All of this activity serves to keep the paranoid creature living in my subconscious docile until we start moving — fast. Airplanes move so fast.
The creature is now awake and starting to ask questions as we begin our ascent:
"What's that sound? Does the plane normally sound like that?"
"I think we just slowed down ... Are we supposed to slow down during ascent?"
"Why is the wing shaking? Why did we choose seats over the wing? Isn't it safer in the back? I wonder if there are any free seats in the back?"
"When do they start the beverage service?"
When we finally reach cruising altitude and the panic-inducing "fasten seatbelt sign" is turned off, I leave my seatbelt fastened and breath for a second, shaking some blood back into my white knuckles.
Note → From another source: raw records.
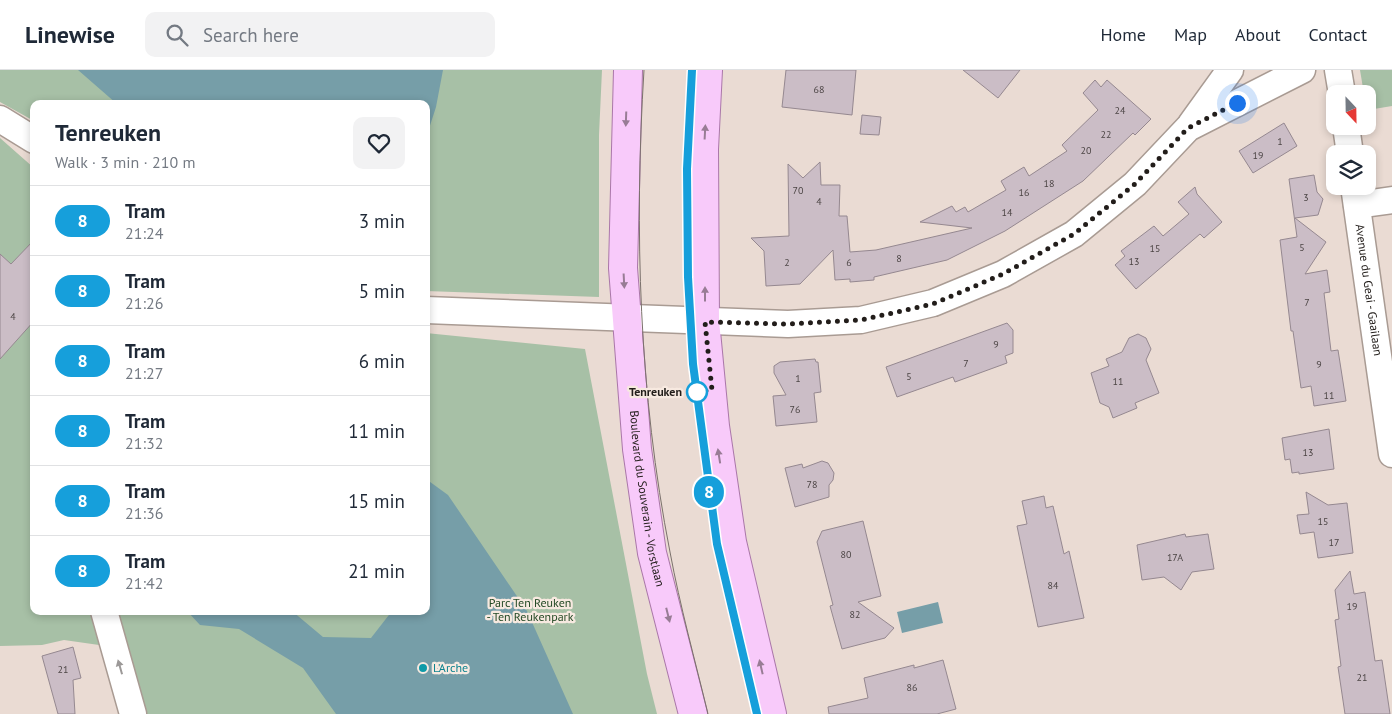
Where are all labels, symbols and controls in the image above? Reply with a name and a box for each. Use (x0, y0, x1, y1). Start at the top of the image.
search box (145, 12, 495, 57)
text: Linewise (25, 19, 115, 50)
icon: search (163, 21, 191, 49)
text: Search here (203, 23, 299, 47)
text: Home (1100, 23, 1146, 46)
text: Map (1174, 23, 1207, 46)
text: About (1235, 23, 1281, 46)
text: Contact (1309, 23, 1367, 46)
house number: 68 (814, 83, 824, 96)
north arrow (1326, 85, 1376, 135)
map controls (1326, 85, 1376, 195)
your location (1225, 91, 1250, 116)
house number: 24 (1115, 104, 1126, 117)
one-way arrow (622, 111, 630, 127)
text: Tenreuken (55, 117, 161, 148)
button: heart (353, 117, 405, 169)
one-way arrow (701, 123, 709, 139)
house number: 22 (1101, 128, 1111, 141)
house number: 1 (1277, 135, 1283, 148)
house number: 20 (1081, 144, 1092, 157)
button: layers (1326, 145, 1376, 195)
house number: 19 (1253, 149, 1263, 162)
text: Walk · 3 min · 210 m (55, 152, 195, 172)
house number: 18 (1044, 177, 1054, 190)
house number: 70 (793, 184, 804, 197)
house number: 16 (1019, 186, 1029, 199)
house number: 3 (1303, 191, 1309, 204)
house number: 4 (816, 195, 822, 208)
text: Tram (125, 199, 165, 223)
house number: 14 (1002, 206, 1013, 219)
text: 8 (77, 209, 88, 232)
text: 3 min (359, 209, 405, 233)
text: 21:24 (125, 223, 163, 243)
street label: Avenue du Geai - Gaailaan (1352, 223, 1386, 357)
house number: 5 (1299, 241, 1305, 254)
house number: 15 (1150, 242, 1160, 255)
house number: 8 (896, 252, 902, 265)
house number: 13 (1129, 255, 1139, 268)
house number: 2 (784, 256, 790, 269)
house number: 6 (846, 256, 852, 269)
text: Tram (125, 269, 165, 293)
one-way arrow (620, 273, 628, 289)
text: 8 (77, 279, 88, 302)
text: 5 min (359, 279, 405, 303)
one-way arrow (701, 286, 709, 302)
text: 21:26 (125, 293, 163, 313)
house number: 7 (1304, 296, 1310, 309)
house number: 4 (10, 310, 16, 323)
house number: 9 (993, 338, 999, 351)
text: Tram (125, 339, 165, 363)
text: 8 (77, 349, 88, 372)
text: 6 min (359, 349, 405, 373)
house number: 7 (963, 357, 969, 370)
house number: 9 (1316, 358, 1322, 371)
text: 21:27 (125, 363, 163, 383)
house number: 5 (906, 370, 912, 383)
house number: 1 (795, 372, 801, 385)
house number: 11 (1113, 375, 1123, 388)
marker: Tenreuken (686, 381, 708, 403)
place label: Tenreuken (629, 384, 682, 399)
house number: 11 (1324, 389, 1334, 402)
house number: 76 (790, 403, 800, 416)
text: Tram (125, 409, 165, 433)
street label: Boulevard du Souverain - Vorstlaan (627, 410, 668, 588)
text: 8 (77, 419, 88, 442)
text: 11 min (348, 419, 405, 443)
text: 21:32 (125, 433, 163, 453)
house number: 13 (1303, 446, 1313, 459)
one-way arrow (715, 448, 723, 464)
line badge: 8 (693, 476, 725, 508)
house number: 78 (807, 478, 817, 491)
text: Tram (125, 479, 165, 503)
text: 8 (704, 480, 714, 503)
text: 8 (77, 489, 88, 512)
text: 15 min (348, 489, 405, 513)
text: 21:36 (125, 503, 163, 523)
house number: 15 (1318, 515, 1328, 528)
house number: 17 (1329, 536, 1339, 549)
house number: 80 (841, 548, 852, 561)
text: Tram (125, 549, 165, 573)
house number: 17A (1167, 551, 1183, 564)
text: 8 (77, 559, 88, 582)
text: 21 min (348, 559, 405, 583)
text: 21:42 (125, 573, 163, 593)
house number: 84 (1048, 579, 1059, 592)
park label: Parc Ten Reuken - Ten Reukenpark (487, 595, 574, 624)
house number: 19 (1347, 600, 1357, 613)
one-way arrow (664, 607, 672, 623)
house number: 82 (850, 608, 860, 621)
one-way arrow (757, 659, 765, 674)
one-way arrow (116, 660, 124, 675)
place label: L'Arche (433, 660, 468, 675)
marker: L'Arche (417, 662, 429, 674)
house number: 21 (58, 663, 68, 676)
house number: 21 (1357, 671, 1367, 684)
house number: 86 (907, 681, 917, 694)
All is good until I see my son's sweet face looking out upon the thousands of miles separating us from solid ground. That face is what started it all. When I think about something happening to this plane (which I have zero control over), and the now-thinkable unthinkable of falling to death with my precious baby in my lap, my heart stops, or at least starts to stutter.
I'm a white-knuckled, shrill-voiced, wine drinkin' basket case on calm flights. Can you imagine when we go through persistent turbulence brought on by a storm, or temperamental air?
On those flights I'm literally convinced the plane is going to crash. No amount of wine, statistics, or eye rolls from my husband will convince me otherwise, and I promise myself (and any invisible powers that might be listening) that I'll never put myself or my baby in a flying death trap again ... if we make it out alive.
Because my family demands the ability to travel places by air, I'm forced to break my mid-flight promises on the regular. I'm certain the airplane gods are now pissed at me for breaking those promises and continuing to litter their airspace with my panic, so I now sedate myself with self-hypnosis, deep breathing, and whatever my doctor will give me.
It works ... kind of. Not really. Are you crippled by the same crazy that I am? I'm sorry, and I hope you're never subjected to sitting by me on an airplane.